§ **Exercise instructions**
When the word "yChannelSelector" shows up in a line of the records below, copy that line.

:: Study material

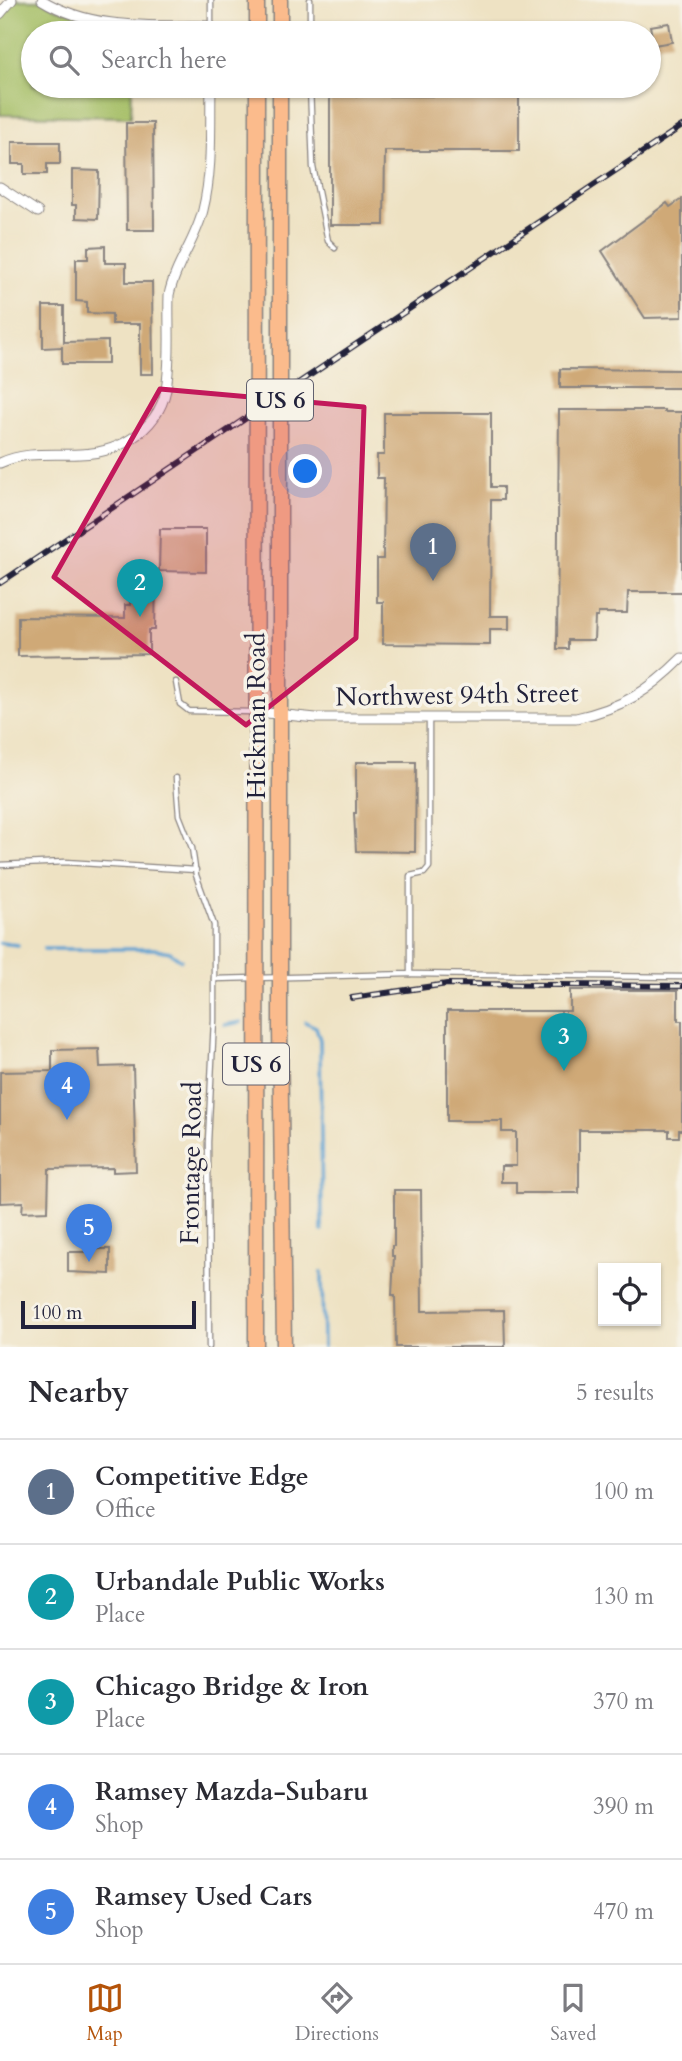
<!DOCTYPE html>
<style>
body{margin:0;font-family:Cardo,serif;background:#f2f2f3;color:#2b2b33}
.controls{position:absolute;right:21px;bottom:21px;display:grid;overflow:hidden;border-radius:0px;box-shadow:0 2px 5px #0004}
.controls button{width:63px;height:63px;display:grid;place-items:center;padding:0;border:0;border-bottom:2px solid #e1e1e2;background:#fff;color:#2b2b33;font:35px sans-serif}
.scale{position:absolute;left:21px;bottom:18px;width:175px;box-sizing:border-box;padding-left:7px;border:4px solid #22223b;border-top:0;font-size:19px;line-height:24px;white-space:nowrap;color:#22223b;-webkit-text-stroke:5px #f7f3e8;paint-order:stroke}
.you{position:absolute;left:306px;top:472px;width:24px;height:24px;margin:-18px;border:5px solid #fff;border-radius:50%;background:#1a73e8;box-shadow:0 0 0 10px #1a73e833}
.badge{display:grid;place-items:center;width:46px;height:46px;border-radius:50%;background:#b45309;color:#fff;font-size:23px;font-weight:700}
.pin{position:absolute;translate:-50% -58px;filter:drop-shadow(0 2px 4px #0008)}
.pin::after{content:'';position:absolute;top:37px;width:24px;height:21px;background:inherit;clip-path:polygon(0 0,100% 0,50% 100%)}
.list{margin:0;padding:0;list-style:none}
h2{display:flex;justify-content:space-between;align-items:center;height:91px;margin:0;padding:0 28px;font-size:30px}
h2 small{font-size:23px;font-weight:400;color:#7c7c81}
.list li{display:grid;grid-template-columns:46px 1fr auto;gap:21px;align-items:center;box-sizing:border-box;height:105px;padding:0 28px;border-top:2px solid #e1e1e2}
.list b{display:block;font-size:26px;white-space:nowrap}
.list p{margin:0;font-size:23px;white-space:nowrap;color:#7c7c81}
.list em{font-size:23px;font-style:normal;color:#7c7c81}
.icon{flex:none;width:38px;height:38px;fill:none;stroke:currentColor;stroke-width:2;stroke-linecap:round;stroke-linejoin:round}
.map{position:relative;flex:none;width:682px;height:1347px;overflow:hidden}
.search{position:absolute;background:#fff;box-shadow:0 2px 5px #0004;left:21px;right:21px;top:21px;height:77px;display:flex;align-items:center;gap:18px;box-sizing:border-box;padding:0 24px;border-radius:38px;color:#7c7c81;font-size:26px}
.sheet{height:616px;background:#fff}
nav{display:flex;justify-content:space-around;align-items:center;box-sizing:border-box;height:98px;border-top:2px solid #e1e1e2;background:#fff;font-size:19px;color:#7c7c81}
nav a{display:grid;justify-items:center;gap:4px}
nav .on{color:#b45309}
.map>svg:first-child{display:block}
.green{fill:#a4be65;stroke:#637050;stroke-width:2}
.lines{fill:none;stroke-linecap:round;stroke-linejoin:round}
.stream{stroke:#5da1d2;stroke-width:3.5}
.building{fill:#cfa977}
.service-casing{stroke:#88827f;stroke-width:7}
.minor-casing{stroke:#88827f;stroke-width:11}
.primary-casing{stroke:#88827f;stroke-width:17}
.service{stroke:#fff;stroke-width:4.5}
.minor{stroke:#fff;stroke-width:9}
.primary{stroke:#fbbb8c;stroke-width:14}
.rail-casing{stroke:#22223b;stroke-width:6}
.rail{stroke:#f7f3e8;stroke-width:3.5;stroke-dasharray:10;stroke-linecap:butt}
.marked{fill:#c2185b;fill-opacity:0.2;stroke:#c2185b;stroke-width:5;stroke-linejoin:round}
.labels{text-anchor:middle;dominant-baseline:central;stroke-width:7;stroke-linejoin:round;paint-order:stroke}
.shield{fill:#f7f3e8;stroke:#62616f;stroke-width:2}
.shield-label{font-size:24px;font-weight:bold;fill:#22223b}
.street-label{font-size:26px;fill:#22223b;stroke:#f7f3e8}
</style>
<div class="map">
<svg width="682" height="1347" viewBox="0 0 682 1347">
<rect width="100%" height="100%" fill="#f7f3e8"/>
<filter id="ink" filterUnits="userSpaceOnUse"><feTurbulence type="fractalNoise" baseFrequency=".0143" numOctaves="2"/><feDisplacementMap in="SourceGraphic" scale="14" xChannelSelector="R" yChannelSelector="G"/><feConvolveMatrix kernelMatrix="1 2 1 2 8 2 1 2 1" color-interpolation-filters="sRGB"/></filter>
<filter id="wash" filterUnits="userSpaceOnUse"><feTurbulence type="fractalNoise" baseFrequency=".00686" numOctaves="4" result="noise"/><feDisplacementMap in="SourceGraphic" scale="28" xChannelSelector="R" yChannelSelector="G"/><feGaussianBlur stdDeviation="1.57" result="paint"/><feColorMatrix in="noise" values="0 0 0 0 0 0 0 0 0 0 0 0 0 0 0 0 0 1.4 0 .05"/><feComposite in="paint" operator="in"/></filter>
<g filter="url(#wash)">
<rect width="100%" height="100%" fill="#eee2c3"/>
<path class="green" d="M12,0H42L57,9L132,25V33H33V86H132L131,117L0,115V14Z"/>
<g class="lines">
<g class="stream">
<path d="M0,943L18,945"/>
<path d="M44,949H154L170,952L181,960"/>
<path d="M305,1022L316,1027L320,1040L322,1231"/>
<path d="M225,1025L241,1022"/>
<path d="M322,1272L323,1347"/>
</g>
</g>
<g id="blocks">
<g class="building">
<path d="M669,23L672,42L654,45L650,26Z"/>
<path d="M330,96H519V151H385L384,225H330Z"/>
<path d="M126,123H153L154,230H127Z"/>
<path d="M12,142H60V164H47V174H24V164H12Z"/>
<path d="M72,170L99,171L98,219L76,218V205H72Z"/>
<path d="M682,199V317L645,318L602,251L667,203L670,207Z"/>
<path d="M105,246V263H126V282H152L153,374H140V324H112V314L87,313V302L76,301V259H88V247Z"/>
<path d="M43,306H64V342L108,341V364H62V347L43,348Z"/>
<path d="M560,369L682,370V388H560Z"/>
<path d="M559,410H664V412H682V592H628L627,613H598V617H595L594,640H568V649H557Z"/>
<path d="M384,413H491V487H503V500H491L490,616H509V629H490V645L383,644V602H377V559H383L384,478H377V455H384Z"/>
<path d="M160,529H206V572L159,571Z"/>
<path d="M130,573H156L155,630H149V654L18,656V617L125,618V605H130Z"/>
<path d="M356,762H416L415,852L356,851L354,813H356Z"/>
<path d="M570,990H678V1021H682V1130H679V1137H669V1130H579V1193H516V1182H501V1166H516V1132H502V1121H447V1011H570Z"/>
<path d="M99,1049L100,1067L133,1066L136,1171L113,1172V1168L49,1169L48,1211L22,1212L23,1202L0,1203V1072L52,1071V1050Z"/>
<path d="M394,1190H421L422,1311L504,1310L505,1347H396L395,1296H392L394,1256H392V1246H394Z"/>
<path d="M88,1249H110V1274L68,1272V1252H88Z"/>
</g>
</g>
</g>
<g filter="url(#ink)">
<use href="#blocks" fill-opacity="0" stroke="#88827f" stroke-width="2"/>
<g class="lines">
<g class="service-casing">
<g id="service">
<path d="M211,0V25"/>
<path d="M310,0V33"/>
<path d="M310,86L313,167L328,241L335,248"/>
<path d="M176,682L180,704L189,711L253,712"/>
<path d="M176,778L179,815L192,848L196,875L214,925V1020L208,1142L209,1347"/>
<path d="M0,865L65,862L196,870"/>
<path d="M410,974L682,977"/>
<path d="M214,979L410,974V876L424,873L429,867V719"/>
</g>
</g>
<g class="minor-casing">
<g id="minor">
<path d="M42,0C93,31 153,25 211,26V33"/>
<path d="M0,14L12,0"/>
<path d="M0,187L38,212"/>
<path d="M0,463C26,451 52,455 80,454C122,453 163,426 167,382C171,353 168,323 169,295C175,265 196,240 203,210C213,170 210,126 211,86"/>
<path d="M257,712L316,718H576C622,708 649,691 682,658"/>
</g>
</g>
<g class="primary-casing">
<g id="primary">
<path d="M280,0V33"/>
<path d="M257,33V0"/>
<path d="M280,86V1026L284,1347"/>
<path d="M256,1347L257,86"/>
</g>
</g>
<use href="#service" class="service"/>
<use href="#minor" class="minor"/>
<use href="#primary" class="primary"/>
<g class="rail-casing">
<g id="rail">
<path d="M0,583L682,126"/>
<path d="M352,998L447,984L682,986"/>
</g>
</g>
<use href="#rail" class="rail"/>
</g>
</g>
<path class="marked" d="M160,389L364,407L356,638L246,725L54,577Z"/>
<g class="labels">
<g class="shield">
<rect x="247" y="379.5" width="66" height="41" rx="5"/>
<rect x="223" y="1043.5" width="66" height="41" rx="5"/>
</g>
<g class="shield-label">
<text x="280" y="400">US 6</text>
<text x="256" y="1064">US 6</text>
</g>
<g class="street-label">
<text transform="translate(457 695) rotate(-1)">Northwest 94th Street</text>
<text transform="translate(256 716) rotate(-90)">Hickman Road</text>
<text transform="translate(191 1163) rotate(-89)">Frontage Road</text>
</g>
</g>
</svg>
<div class="controls">
<button><svg class="icon" aria-label="locate" viewBox="0 0 24 24"><circle cx="12" cy="12" r="6"/><path d="M12 2v4M12 18v4M2 12h4M18 12h4"/></svg></button>
</div>
<div class="scale">100 m</div>
<div class="you"></div>
<div class="pin badge" style="left:433px;top:581px;background:#5c6f8a">1</div>
<div class="pin badge" style="left:140px;top:617px;background:#0f9aa8">2</div>
<div class="pin badge" style="left:564px;top:1071px;background:#0f9aa8">3</div>
<div class="pin badge" style="left:67px;top:1120px;background:#3f7fe0">4</div>
<div class="pin badge" style="left:89px;top:1262px;background:#3f7fe0">5</div>
<div class="search"><svg class="icon" aria-label="search" viewBox="0 0 24 24"><circle cx="10" cy="10" r="6"/><path d="M15 15l6 6"/></svg>Search here</div>
</div>
<section class="sheet">
<h2>Nearby<small>5 results</small></h2>
<ul class="list">
<li><span class="badge" style="background:#5c6f8a">1</span><div><b>Competitive Edge</b><p>Office</p></div><em>100 m</em></li>
<li><span class="badge" style="background:#0f9aa8">2</span><div><b>Urbandale Public Works</b><p>Place</p></div><em>130 m</em></li>
<li><span class="badge" style="background:#0f9aa8">3</span><div><b>Chicago Bridge &amp; Iron</b><p>Place</p></div><em>370 m</em></li>
<li><span class="badge" style="background:#3f7fe0">4</span><div><b>Ramsey Mazda-Subaru</b><p>Shop</p></div><em>390 m</em></li>
<li><span class="badge" style="background:#3f7fe0">5</span><div><b>Ramsey Used Cars</b><p>Shop</p></div><em>470 m</em></li>
</ul>
</section>
<nav>
<a class="on"><svg class="icon" aria-label="map" viewBox="0 0 24 24"><path d="M3 6l6-2 6 2 6-2v14l-6 2-6-2-6 2zM9 4v14M15 6v14"/></svg>Map</a>
<a><svg class="icon" aria-label="directions" viewBox="0 0 24 24"><path d="M12 3l9 9-9 9-9-9zM9 14v-3h6M13 9l2 2-2 2"/></svg>Directions</a>
<a><svg class="icon" aria-label="saved" viewBox="0 0 24 24"><path d="M7 4h10v16l-5-4-5 4z"/></svg>Saved</a>
</nav>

::::

§ **Result of the task**
<filter id="ink" filterUnits="userSpaceOnUse"><feTurbulence type="fractalNoise" baseFrequency=".0143" numOctaves="2"/><feDisplacementMap in="SourceGraphic" scale="14" xChannelSelector="R" yChannelSelector="G"/><feConvolveMatrix kernelMatrix="1 2 1 2 8 2 1 2 1" color-interpolation-filters="sRGB"/></filter>
<filter id="wash" filterUnits="userSpaceOnUse"><feTurbulence type="fractalNoise" baseFrequency=".00686" numOctaves="4" result="noise"/><feDisplacementMap in="SourceGraphic" scale="28" xChannelSelector="R" yChannelSelector="G"/><feGaussianBlur stdDeviation="1.57" result="paint"/><feColorMatrix in="noise" values="0 0 0 0 0 0 0 0 0 0 0 0 0 0 0 0 0 1.4 0 .05"/><feComposite in="paint" operator="in"/></filter>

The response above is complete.